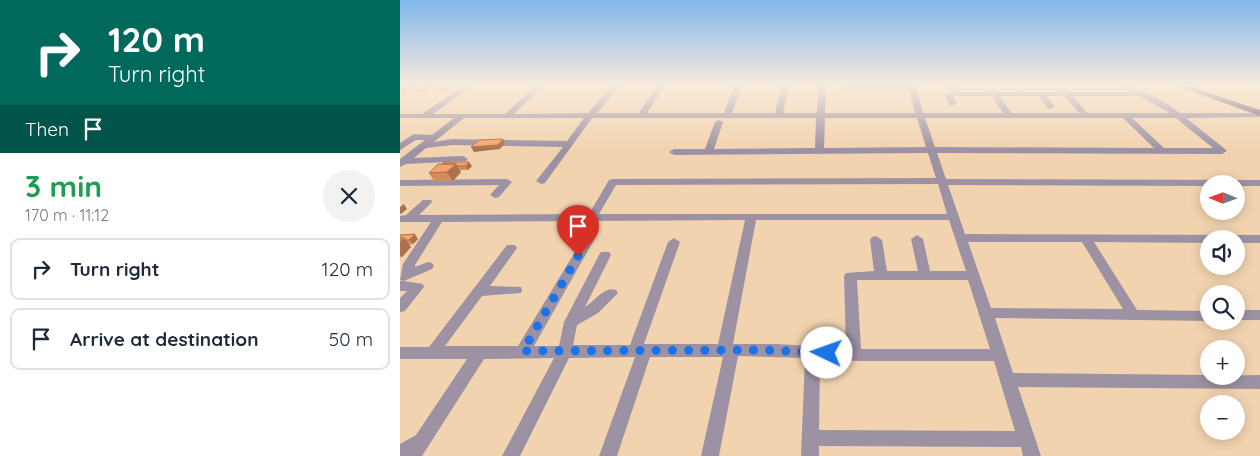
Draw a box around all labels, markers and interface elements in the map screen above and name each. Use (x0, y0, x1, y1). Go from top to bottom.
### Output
text: 120 m (108, 17, 205, 61)
icon: right (25, 20, 90, 85)
text: Turn right (108, 60, 205, 88)
icon: arrive (79, 115, 107, 143)
text: Then (25, 117, 69, 141)
text: 3 min (25, 167, 102, 205)
button: close (323, 170, 375, 222)
north arrow (1200, 175, 1245, 220)
map controls (1200, 175, 1245, 440)
text: 170 m · 11:12 (25, 205, 109, 225)
pin (557, 205, 599, 256)
icon: arrive (564, 212, 592, 240)
button: sound (1200, 230, 1245, 275)
icon: right (27, 255, 55, 283)
text: Turn right (70, 257, 159, 281)
text: 120 m (322, 257, 373, 281)
button: search (1200, 285, 1245, 330)
icon: arrive (27, 325, 55, 353)
position arrow (800, 326, 852, 378)
text: Arrive at destination (70, 327, 259, 351)
text: 50 m (329, 327, 373, 351)
button: + (1200, 340, 1245, 385)
button: − (1200, 395, 1245, 440)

• Task directions: Would you please print the entries once more, word for word, minus the pictures?

• Answer to the problem:
Draw a box around all labels, markers and interface elements in the map screen above and name each. Use (x0, y0, x1, y1). Go from top to bottom.
### Output
text: 120 m (108, 17, 205, 61)
icon: right (25, 20, 90, 85)
text: Turn right (108, 60, 205, 88)
icon: arrive (79, 115, 107, 143)
text: Then (25, 117, 69, 141)
text: 3 min (25, 167, 102, 205)
button: close (323, 170, 375, 222)
north arrow (1200, 175, 1245, 220)
map controls (1200, 175, 1245, 440)
text: 170 m · 11:12 (25, 205, 109, 225)
pin (557, 205, 599, 256)
icon: arrive (564, 212, 592, 240)
button: sound (1200, 230, 1245, 275)
icon: right (27, 255, 55, 283)
text: Turn right (70, 257, 159, 281)
text: 120 m (322, 257, 373, 281)
button: search (1200, 285, 1245, 330)
icon: arrive (27, 325, 55, 353)
position arrow (800, 326, 852, 378)
text: Arrive at destination (70, 327, 259, 351)
text: 50 m (329, 327, 373, 351)
button: + (1200, 340, 1245, 385)
button: − (1200, 395, 1245, 440)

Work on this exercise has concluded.